- _BRIEF_:
When the line containing "Task: Convert this street" appears in the data below, begin copying there and stop only after the line containing "For a GIS import: Convert".

____________

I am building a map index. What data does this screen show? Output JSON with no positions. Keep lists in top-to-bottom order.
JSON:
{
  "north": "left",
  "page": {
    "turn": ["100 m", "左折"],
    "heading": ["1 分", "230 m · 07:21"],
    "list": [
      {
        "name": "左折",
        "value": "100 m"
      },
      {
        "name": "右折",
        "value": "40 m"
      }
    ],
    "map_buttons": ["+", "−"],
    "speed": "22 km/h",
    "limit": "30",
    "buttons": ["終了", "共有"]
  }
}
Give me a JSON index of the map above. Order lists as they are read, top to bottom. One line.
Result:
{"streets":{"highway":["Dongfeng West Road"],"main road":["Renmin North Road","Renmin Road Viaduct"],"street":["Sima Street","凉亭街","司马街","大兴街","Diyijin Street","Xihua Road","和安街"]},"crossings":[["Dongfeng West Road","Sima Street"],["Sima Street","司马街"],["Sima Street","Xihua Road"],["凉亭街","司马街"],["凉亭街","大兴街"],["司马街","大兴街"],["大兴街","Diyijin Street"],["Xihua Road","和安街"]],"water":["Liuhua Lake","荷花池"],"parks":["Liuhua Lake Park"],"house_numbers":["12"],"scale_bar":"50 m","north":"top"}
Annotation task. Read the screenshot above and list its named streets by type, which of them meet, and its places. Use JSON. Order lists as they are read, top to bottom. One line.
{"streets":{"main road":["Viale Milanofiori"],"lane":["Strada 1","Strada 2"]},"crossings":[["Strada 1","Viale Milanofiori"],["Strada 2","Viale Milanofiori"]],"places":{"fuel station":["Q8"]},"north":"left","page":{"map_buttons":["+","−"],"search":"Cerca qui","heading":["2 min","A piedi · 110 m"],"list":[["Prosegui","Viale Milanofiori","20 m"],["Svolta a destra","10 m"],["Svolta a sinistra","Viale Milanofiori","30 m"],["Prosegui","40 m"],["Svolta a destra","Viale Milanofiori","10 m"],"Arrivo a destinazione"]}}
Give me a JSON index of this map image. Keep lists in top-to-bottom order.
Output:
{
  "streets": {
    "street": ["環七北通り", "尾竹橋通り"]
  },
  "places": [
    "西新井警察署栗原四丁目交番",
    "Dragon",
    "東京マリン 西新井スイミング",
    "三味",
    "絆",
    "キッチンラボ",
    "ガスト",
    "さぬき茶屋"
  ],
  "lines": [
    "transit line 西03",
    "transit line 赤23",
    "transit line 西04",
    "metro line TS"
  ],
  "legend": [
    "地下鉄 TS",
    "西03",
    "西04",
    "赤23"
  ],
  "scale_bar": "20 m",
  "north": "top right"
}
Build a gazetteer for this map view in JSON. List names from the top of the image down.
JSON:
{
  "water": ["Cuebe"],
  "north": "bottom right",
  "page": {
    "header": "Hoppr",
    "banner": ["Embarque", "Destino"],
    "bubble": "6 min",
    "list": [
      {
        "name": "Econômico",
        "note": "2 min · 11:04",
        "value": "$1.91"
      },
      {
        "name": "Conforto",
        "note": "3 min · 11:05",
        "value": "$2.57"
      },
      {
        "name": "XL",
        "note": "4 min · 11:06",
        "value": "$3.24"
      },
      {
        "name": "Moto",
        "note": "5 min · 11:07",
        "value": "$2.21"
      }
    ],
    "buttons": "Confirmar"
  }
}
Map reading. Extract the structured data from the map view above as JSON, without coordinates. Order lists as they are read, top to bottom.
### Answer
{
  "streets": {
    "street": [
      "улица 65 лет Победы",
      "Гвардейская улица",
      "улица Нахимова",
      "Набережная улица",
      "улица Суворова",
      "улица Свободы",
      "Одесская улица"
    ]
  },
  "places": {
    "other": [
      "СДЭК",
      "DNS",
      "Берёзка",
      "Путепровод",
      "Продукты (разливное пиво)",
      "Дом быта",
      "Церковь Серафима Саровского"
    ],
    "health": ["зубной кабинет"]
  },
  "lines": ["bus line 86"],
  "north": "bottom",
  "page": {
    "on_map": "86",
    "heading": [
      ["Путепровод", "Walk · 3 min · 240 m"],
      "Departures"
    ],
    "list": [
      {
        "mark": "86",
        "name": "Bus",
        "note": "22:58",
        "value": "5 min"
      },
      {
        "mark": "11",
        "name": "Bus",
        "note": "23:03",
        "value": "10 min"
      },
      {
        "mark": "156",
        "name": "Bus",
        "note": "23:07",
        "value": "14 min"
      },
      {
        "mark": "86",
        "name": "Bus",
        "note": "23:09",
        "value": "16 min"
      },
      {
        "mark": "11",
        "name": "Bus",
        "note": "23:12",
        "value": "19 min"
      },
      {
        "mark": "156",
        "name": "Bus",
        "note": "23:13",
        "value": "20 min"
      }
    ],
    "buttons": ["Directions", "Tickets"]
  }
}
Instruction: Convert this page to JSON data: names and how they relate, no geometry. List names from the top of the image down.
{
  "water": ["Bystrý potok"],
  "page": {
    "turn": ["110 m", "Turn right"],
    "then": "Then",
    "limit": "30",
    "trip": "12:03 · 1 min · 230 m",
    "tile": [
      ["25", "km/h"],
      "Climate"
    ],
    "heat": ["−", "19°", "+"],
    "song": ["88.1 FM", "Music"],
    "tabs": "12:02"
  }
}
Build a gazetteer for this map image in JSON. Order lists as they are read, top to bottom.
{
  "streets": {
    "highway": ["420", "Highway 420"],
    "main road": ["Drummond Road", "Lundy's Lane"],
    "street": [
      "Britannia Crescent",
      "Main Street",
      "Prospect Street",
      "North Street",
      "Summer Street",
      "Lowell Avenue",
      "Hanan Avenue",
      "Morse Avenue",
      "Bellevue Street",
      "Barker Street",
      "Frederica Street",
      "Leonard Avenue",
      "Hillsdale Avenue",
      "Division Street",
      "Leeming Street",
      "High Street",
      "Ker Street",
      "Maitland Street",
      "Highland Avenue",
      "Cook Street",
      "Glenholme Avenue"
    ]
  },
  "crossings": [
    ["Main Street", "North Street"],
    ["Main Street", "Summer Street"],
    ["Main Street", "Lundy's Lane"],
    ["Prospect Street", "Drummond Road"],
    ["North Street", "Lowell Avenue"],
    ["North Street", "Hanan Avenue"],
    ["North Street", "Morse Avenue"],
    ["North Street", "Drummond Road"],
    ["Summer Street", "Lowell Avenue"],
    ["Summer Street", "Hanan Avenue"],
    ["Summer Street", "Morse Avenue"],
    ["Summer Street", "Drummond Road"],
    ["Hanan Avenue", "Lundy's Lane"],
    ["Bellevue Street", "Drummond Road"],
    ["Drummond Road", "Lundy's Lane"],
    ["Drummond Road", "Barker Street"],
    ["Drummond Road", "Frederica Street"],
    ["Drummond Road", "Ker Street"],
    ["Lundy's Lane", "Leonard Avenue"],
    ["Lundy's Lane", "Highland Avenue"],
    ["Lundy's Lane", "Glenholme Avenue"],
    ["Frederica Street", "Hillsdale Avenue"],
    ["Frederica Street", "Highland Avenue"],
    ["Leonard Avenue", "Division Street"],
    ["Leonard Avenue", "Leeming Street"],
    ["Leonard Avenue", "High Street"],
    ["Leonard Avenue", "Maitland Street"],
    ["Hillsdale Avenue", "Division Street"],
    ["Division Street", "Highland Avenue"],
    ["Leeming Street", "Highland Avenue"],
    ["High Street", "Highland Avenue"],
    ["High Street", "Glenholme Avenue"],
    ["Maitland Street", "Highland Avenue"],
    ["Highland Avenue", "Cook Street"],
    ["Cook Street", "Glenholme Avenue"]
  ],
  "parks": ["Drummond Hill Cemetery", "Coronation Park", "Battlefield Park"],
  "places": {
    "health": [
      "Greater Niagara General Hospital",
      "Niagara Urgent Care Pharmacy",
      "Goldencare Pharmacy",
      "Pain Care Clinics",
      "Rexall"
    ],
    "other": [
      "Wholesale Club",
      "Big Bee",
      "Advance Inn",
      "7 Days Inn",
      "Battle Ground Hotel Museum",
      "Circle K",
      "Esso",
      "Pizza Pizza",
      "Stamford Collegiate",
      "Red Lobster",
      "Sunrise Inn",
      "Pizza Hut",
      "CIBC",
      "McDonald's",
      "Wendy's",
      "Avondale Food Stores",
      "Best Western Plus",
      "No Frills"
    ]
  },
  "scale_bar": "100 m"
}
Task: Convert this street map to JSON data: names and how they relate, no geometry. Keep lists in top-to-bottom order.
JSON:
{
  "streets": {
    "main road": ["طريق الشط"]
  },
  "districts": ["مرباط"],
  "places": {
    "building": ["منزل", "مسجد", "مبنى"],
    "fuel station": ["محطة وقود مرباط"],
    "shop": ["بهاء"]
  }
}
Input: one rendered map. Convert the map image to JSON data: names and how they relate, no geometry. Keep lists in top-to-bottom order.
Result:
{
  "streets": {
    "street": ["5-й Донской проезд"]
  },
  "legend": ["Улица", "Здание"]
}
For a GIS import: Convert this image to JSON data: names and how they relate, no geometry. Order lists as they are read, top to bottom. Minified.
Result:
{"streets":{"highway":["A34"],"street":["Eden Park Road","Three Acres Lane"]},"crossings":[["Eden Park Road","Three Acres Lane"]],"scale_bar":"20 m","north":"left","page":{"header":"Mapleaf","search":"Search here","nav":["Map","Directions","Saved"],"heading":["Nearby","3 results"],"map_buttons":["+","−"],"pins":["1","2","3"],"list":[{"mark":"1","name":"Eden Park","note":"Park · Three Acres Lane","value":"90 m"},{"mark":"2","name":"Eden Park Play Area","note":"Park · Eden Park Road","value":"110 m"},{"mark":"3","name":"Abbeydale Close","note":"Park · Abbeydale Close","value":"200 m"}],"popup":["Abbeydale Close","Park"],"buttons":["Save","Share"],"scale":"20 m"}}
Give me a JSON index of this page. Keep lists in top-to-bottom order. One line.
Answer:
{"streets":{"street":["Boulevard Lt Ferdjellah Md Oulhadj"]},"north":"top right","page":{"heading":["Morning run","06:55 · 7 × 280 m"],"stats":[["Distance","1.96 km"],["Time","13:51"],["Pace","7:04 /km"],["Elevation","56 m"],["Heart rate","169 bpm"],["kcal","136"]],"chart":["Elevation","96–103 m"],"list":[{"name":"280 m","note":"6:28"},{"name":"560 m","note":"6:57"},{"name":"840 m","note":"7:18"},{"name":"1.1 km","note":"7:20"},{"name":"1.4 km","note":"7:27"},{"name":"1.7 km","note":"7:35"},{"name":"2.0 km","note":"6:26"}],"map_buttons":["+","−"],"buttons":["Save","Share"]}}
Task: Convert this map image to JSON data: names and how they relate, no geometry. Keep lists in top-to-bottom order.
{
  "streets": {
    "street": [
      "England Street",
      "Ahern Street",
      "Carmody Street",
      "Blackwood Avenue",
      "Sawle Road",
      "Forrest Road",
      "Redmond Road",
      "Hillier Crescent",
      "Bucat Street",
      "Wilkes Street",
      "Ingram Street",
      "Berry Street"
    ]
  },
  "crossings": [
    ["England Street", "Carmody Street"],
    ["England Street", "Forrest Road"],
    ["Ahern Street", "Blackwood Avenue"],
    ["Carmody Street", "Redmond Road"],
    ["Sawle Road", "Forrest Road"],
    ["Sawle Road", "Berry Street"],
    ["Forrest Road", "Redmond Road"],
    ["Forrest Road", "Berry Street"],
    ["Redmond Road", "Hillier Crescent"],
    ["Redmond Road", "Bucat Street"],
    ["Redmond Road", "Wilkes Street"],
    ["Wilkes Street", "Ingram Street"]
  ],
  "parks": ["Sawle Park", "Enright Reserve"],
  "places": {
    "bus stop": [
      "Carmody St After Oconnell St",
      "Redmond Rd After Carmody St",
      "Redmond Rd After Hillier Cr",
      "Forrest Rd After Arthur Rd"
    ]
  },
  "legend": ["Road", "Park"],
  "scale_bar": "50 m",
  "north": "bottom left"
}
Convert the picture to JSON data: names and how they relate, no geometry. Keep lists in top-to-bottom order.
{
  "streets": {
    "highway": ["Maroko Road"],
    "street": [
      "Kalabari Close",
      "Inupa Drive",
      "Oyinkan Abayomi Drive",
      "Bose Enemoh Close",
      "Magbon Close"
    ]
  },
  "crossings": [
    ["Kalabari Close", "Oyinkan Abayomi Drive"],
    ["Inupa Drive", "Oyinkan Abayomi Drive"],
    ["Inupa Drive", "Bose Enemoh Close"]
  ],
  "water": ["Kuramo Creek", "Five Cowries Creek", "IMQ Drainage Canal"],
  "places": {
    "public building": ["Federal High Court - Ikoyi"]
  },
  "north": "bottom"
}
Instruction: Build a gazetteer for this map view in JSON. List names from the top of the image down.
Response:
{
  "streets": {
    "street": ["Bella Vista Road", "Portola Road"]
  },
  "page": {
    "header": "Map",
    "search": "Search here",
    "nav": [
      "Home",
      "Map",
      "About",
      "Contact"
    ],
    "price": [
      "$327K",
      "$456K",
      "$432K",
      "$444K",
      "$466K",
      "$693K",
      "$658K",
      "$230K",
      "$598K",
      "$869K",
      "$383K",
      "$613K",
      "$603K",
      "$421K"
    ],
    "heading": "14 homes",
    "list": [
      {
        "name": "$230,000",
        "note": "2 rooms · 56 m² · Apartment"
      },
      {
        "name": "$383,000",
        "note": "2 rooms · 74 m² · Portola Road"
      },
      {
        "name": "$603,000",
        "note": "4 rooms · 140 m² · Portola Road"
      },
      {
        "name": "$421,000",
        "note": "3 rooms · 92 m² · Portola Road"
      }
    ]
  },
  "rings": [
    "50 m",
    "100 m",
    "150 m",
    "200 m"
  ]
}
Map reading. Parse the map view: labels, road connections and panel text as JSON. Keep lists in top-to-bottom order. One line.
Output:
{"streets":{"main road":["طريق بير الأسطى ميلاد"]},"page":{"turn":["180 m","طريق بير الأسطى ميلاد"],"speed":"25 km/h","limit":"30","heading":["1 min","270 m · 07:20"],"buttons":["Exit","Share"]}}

____________

- _TASK OUTPUT_:
Task: Convert this street map to JSON data: names and how they relate, no geometry. Keep lists in top-to-bottom order.
JSON:
{
  "streets": {
    "main road": ["طريق الشط"]
  },
  "districts": ["مرباط"],
  "places": {
    "building": ["منزل", "مسجد", "مبنى"],
    "fuel station": ["محطة وقود مرباط"],
    "shop": ["بهاء"]
  }
}
Input: one rendered map. Convert the map image to JSON data: names and how they relate, no geometry. Keep lists in top-to-bottom order.
Result:
{
  "streets": {
    "street": ["5-й Донской проезд"]
  },
  "legend": ["Улица", "Здание"]
}
For a GIS import: Convert this image to JSON data: names and how they relate, no geometry. Order lists as they are read, top to bottom. Minified.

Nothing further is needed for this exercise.